**WHAT YOU NEED TO DO**
All of the data is to be copied word for word.

Start of DATA EXCERPTS

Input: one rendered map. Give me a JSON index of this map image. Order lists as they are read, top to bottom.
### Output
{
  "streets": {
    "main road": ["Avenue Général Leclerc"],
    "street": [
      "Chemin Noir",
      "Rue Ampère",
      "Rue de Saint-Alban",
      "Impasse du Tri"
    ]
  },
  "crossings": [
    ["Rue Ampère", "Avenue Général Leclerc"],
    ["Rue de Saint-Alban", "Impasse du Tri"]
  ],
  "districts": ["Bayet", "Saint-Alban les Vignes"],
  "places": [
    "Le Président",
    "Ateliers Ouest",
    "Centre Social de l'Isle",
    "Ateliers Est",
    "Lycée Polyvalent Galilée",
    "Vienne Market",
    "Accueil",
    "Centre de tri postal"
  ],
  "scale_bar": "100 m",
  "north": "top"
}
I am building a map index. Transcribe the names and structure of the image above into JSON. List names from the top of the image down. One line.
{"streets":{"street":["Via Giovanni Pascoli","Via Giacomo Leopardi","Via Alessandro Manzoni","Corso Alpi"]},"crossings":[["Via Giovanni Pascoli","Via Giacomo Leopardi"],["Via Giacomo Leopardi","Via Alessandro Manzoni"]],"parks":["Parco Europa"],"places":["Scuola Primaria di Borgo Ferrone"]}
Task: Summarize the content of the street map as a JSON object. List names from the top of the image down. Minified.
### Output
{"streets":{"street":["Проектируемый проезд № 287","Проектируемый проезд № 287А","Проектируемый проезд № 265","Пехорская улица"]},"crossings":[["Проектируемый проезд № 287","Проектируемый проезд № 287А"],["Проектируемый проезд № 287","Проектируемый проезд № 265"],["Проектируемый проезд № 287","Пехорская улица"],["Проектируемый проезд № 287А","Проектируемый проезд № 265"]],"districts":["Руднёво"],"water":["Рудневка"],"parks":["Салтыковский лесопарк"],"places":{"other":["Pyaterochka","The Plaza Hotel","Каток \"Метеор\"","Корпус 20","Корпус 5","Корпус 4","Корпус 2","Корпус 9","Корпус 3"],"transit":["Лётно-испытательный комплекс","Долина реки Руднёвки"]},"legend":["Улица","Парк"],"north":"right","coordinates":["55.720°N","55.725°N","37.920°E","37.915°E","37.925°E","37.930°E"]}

End of DATA EXCERPTS

**RESULT FOR THIS TASK**
Input: one rendered map. Give me a JSON index of this map image. Order lists as they are read, top to bottom.
### Output
{
  "streets": {
    "main road": ["Avenue Général Leclerc"],
    "street": [
      "Chemin Noir",
      "Rue Ampère",
      "Rue de Saint-Alban",
      "Impasse du Tri"
    ]
  },
  "crossings": [
    ["Rue Ampère", "Avenue Général Leclerc"],
    ["Rue de Saint-Alban", "Impasse du Tri"]
  ],
  "districts": ["Bayet", "Saint-Alban les Vignes"],
  "places": [
    "Le Président",
    "Ateliers Ouest",
    "Centre Social de l'Isle",
    "Ateliers Est",
    "Lycée Polyvalent Galilée",
    "Vienne Market",
    "Accueil",
    "Centre de tri postal"
  ],
  "scale_bar": "100 m",
  "north": "top"
}
I am building a map index. Transcribe the names and structure of the image above into JSON. List names from the top of the image down. One line.
{"streets":{"street":["Via Giovanni Pascoli","Via Giacomo Leopardi","Via Alessandro Manzoni","Corso Alpi"]},"crossings":[["Via Giovanni Pascoli","Via Giacomo Leopardi"],["Via Giacomo Leopardi","Via Alessandro Manzoni"]],"parks":["Parco Europa"],"places":["Scuola Primaria di Borgo Ferrone"]}
Task: Summarize the content of the street map as a JSON object. List names from the top of the image down. Minified.
### Output
{"streets":{"street":["Проектируемый проезд № 287","Проектируемый проезд № 287А","Проектируемый проезд № 265","Пехорская улица"]},"crossings":[["Проектируемый проезд № 287","Проектируемый проезд № 287А"],["Проектируемый проезд № 287","Проектируемый проезд № 265"],["Проектируемый проезд № 287","Пехорская улица"],["Проектируемый проезд № 287А","Проектируемый проезд № 265"]],"districts":["Руднёво"],"water":["Рудневка"],"parks":["Салтыковский лесопарк"],"places":{"other":["Pyaterochka","The Plaza Hotel","Каток \"Метеор\"","Корпус 20","Корпус 5","Корпус 4","Корпус 2","Корпус 9","Корпус 3"],"transit":["Лётно-испытательный комплекс","Долина реки Руднёвки"]},"legend":["Улица","Парк"],"north":"right","coordinates":["55.720°N","55.725°N","37.920°E","37.915°E","37.925°E","37.930°E"]}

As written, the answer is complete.